The conservative Southeastern Legal Foundation filed suit against the city of Atlanta yesterday, charging that a city policy which has set aside one-third of city contracts for minority and women-owned businesses is “illegal and unconstitutional.”
The policy, which has been in effect for the past 24 years, is a successful program that has been emulated by other cities. Franklin M. Lee of the Minority Business Enterprise Legal Defense and Education Fund said “Atlanta was really one of the first municipalities to take a strong stand on minority business participation. They refused to engage in major projects without minority businesses playing a significant part.”
Mayor Bill Campbell pledged that the city would mount an aggressive defense of the program, which he says has “strengthened our [Atlanta’s] economy” and “helped remedy past and present discrimination.” Campbell pledged, “We will vigorously defend this program with a team of the best lawyers and professionals available.”
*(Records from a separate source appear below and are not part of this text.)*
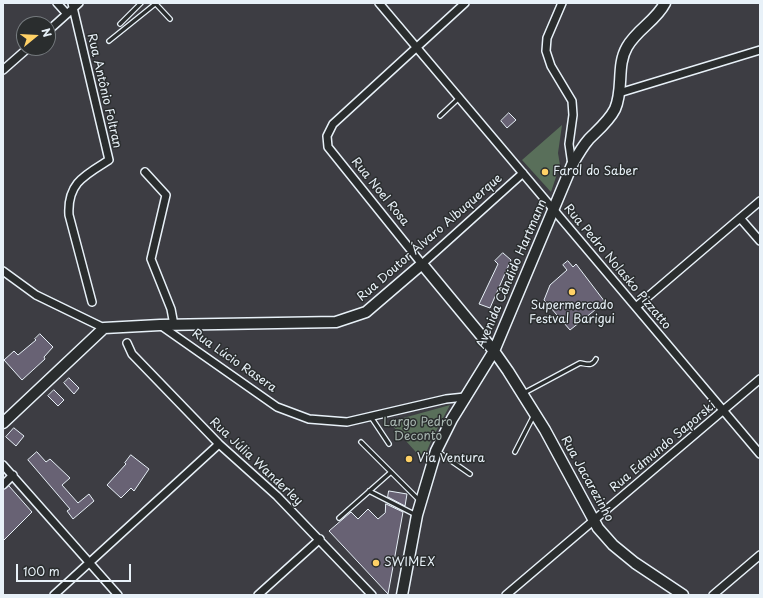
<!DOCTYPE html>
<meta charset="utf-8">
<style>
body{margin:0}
#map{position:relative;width:763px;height:598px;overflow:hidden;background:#3d3d43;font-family:"Playpen Sans",sans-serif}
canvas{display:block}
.frame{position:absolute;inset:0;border:4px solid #e8f1f8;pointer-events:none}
.north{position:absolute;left:16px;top:16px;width:40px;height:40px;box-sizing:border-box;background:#2a2d2e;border:1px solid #767b7f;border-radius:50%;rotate:72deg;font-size:11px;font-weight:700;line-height:16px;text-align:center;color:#e8f1f8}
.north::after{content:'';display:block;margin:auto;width:14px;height:18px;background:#ffd166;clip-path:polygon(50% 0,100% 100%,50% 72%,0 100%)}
.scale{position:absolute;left:16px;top:564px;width:115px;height:18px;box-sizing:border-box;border:2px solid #e8f1f8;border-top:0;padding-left:5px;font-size:12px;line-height:14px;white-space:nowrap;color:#e8f1f8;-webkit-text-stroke:3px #2a2d2e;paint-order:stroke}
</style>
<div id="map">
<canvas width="763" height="598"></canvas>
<div class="frame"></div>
<div class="north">N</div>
<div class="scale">100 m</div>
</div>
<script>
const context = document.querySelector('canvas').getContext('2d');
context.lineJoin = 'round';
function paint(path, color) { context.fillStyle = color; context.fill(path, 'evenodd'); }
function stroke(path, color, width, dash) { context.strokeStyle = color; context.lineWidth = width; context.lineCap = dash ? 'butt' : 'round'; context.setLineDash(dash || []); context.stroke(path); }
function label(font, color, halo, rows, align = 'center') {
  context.font = font + ' "Playpen Sans",sans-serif'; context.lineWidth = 3; context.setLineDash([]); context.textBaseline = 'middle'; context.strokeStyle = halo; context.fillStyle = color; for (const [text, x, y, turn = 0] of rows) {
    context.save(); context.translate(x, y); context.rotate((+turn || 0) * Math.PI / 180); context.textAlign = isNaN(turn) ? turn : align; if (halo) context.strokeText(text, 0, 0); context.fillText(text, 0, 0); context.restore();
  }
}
const green = new Path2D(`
 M562,125L558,153L560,165L551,192L522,160Z
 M450,405L432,439L423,460L389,422Z`);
const building = new Path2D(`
 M509,113L516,120L507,128L501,121Z
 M503,253L511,260L490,308L479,304L498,264L495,261Z
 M568,261L573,267L576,264L605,302L570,330L544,300L550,285L567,270L563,265Z
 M40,334L53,347L44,357L45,359L22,380L4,360L14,351L18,355L36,340L35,339Z
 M69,378L79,388L74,394L64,383Z
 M54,390L64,400L58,406L48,396Z
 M14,428L24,436L16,446L6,437Z
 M37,452L46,462L50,459L70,478L62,485L78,503L89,494L94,501L73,519L67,511L70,509L28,460Z
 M131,455L149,469L134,491L131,488L121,498L107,485L126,464L125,463Z
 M9,486L32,512L3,541V490Z
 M389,491L407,494L405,506L388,497Z
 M386,504L403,512L388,594L329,531L351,512L358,519L368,509L378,519L385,513Z`);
const lane = new Path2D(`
 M155,3L170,19
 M120,24L141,3
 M109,41L155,4
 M440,116L459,98
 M524,393L580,363C587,364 592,367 596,359
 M371,417L389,444
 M361,442L420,501
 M437,451L470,474
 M515,452L534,415
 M369,491L416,515
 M339,518L391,472`);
const street = new Path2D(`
 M57,3L67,14
 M72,3L109,160C85,175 67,183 69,215L92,302
 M379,3L760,454
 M465,3L333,124L327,136L328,147L422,264L523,173
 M562,3L547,38L546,51L551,66L572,101L573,115L569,144L572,165
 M48,31L79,3
 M3,70L28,48
 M619,93L760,50
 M145,172L166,195L151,259L171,309L174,325
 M740,218L760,241
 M3,271L36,295L104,328
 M636,307L760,201
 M160,325L277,407L309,419L347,422L446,399L465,397
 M127,343L132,354L219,444L277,496L372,595
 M3,465L118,595
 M3,485L13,475
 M54,595L219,444
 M258,595L320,539
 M506,595L760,379
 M713,595L760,555`);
const secondary = new Path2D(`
 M3,423L104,328L160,325L336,322L366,312L422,264L494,351L508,371L545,430L598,528L613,545L635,563L683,595
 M402,595L417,515L436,451L452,419L494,351L572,165C577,156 582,147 589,139C598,130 609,121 615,109C624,89 616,66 627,47C637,29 656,21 665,3`);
const markers = [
 [545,172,4,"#ffd166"],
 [572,292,4,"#ffd166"],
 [409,459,4,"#ffd166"],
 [376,563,4,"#ffd166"]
];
const streetNames = [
 ["Rua Antônio Foltran",104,91,77],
 ["Rua Noel Rosa",380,192,51],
 ["Rua Doutor Álvaro Albuquerque",430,238,-41],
 ["Rua Pedro Nolasko Pizzatto",617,267,50],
 ["Avenida Cândido Hartmann",512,274,-67],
 ["Rua Lúcio Rasera",234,361,35],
 ["Rua Edmundo Saporski",663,447,-40],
 ["Rua Júlia Wanderley",256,462,43],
 ["Rua Jacarezinho",587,479,61]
];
const poiNames = [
 ["Farol do Saber",553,172],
 ["Supermercado",572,306,"center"],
 ["Festval Barigui",572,320,"center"],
 ["Via Ventura",417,459],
 ["SWIMEX",384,563]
];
const parkNames = [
 ["Largo Pedro",418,423],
 ["Deconto",418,437]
];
paint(green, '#596f5a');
paint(building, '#686274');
stroke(building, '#e8f1f8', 1);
stroke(lane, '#e8f1f8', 6);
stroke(street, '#e8f1f8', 10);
stroke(secondary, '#e8f1f8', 13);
stroke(lane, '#2a2d2e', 3.5);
stroke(street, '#2a2d2e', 7);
stroke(secondary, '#2a2d2e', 10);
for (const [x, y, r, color] of markers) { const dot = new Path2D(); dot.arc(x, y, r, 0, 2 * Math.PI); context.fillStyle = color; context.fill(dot); stroke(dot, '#2a2d2e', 1.5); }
label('12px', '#e8f1f8', '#2a2d2e', streetNames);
label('12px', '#e8f1f8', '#2a2d2e', poiNames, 'left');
label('12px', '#a8b6b1', '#2a2d2e', parkNames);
</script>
Opponents of the city’s affirmative action policy argue that women and minority-owned businesses no longer face discrimination in Atlanta, which has had a black mayor and a majority-black city council for more than two decades.
Supporters of the city policy argue that minority and women-owned firms face harsh discrimination in the private sector and need government contracts in order to grow and prosper.
The U.S. Supreme Court has significantly limited the scope and breadth of affirmative action programs in recent years. The Court determined that government set-asides may only be used when there is evidence of continued discrimination against minority and women-owned firms, and only when alternative remedies to discrimination have proven unsuccessful.
The Southeastern Legal Foundation has challenged affirmation action programs at schools in Atlanta and Nashville and worked to defeat the Census Bureau’s plan to use statistical sampling in the 2000 census. Supporters of statistical sampling argue that poor, minority and immigrant populations are under -counted when traditional “headcounts” are used to measure the U.S. population, since these families are less likely to have stable homes.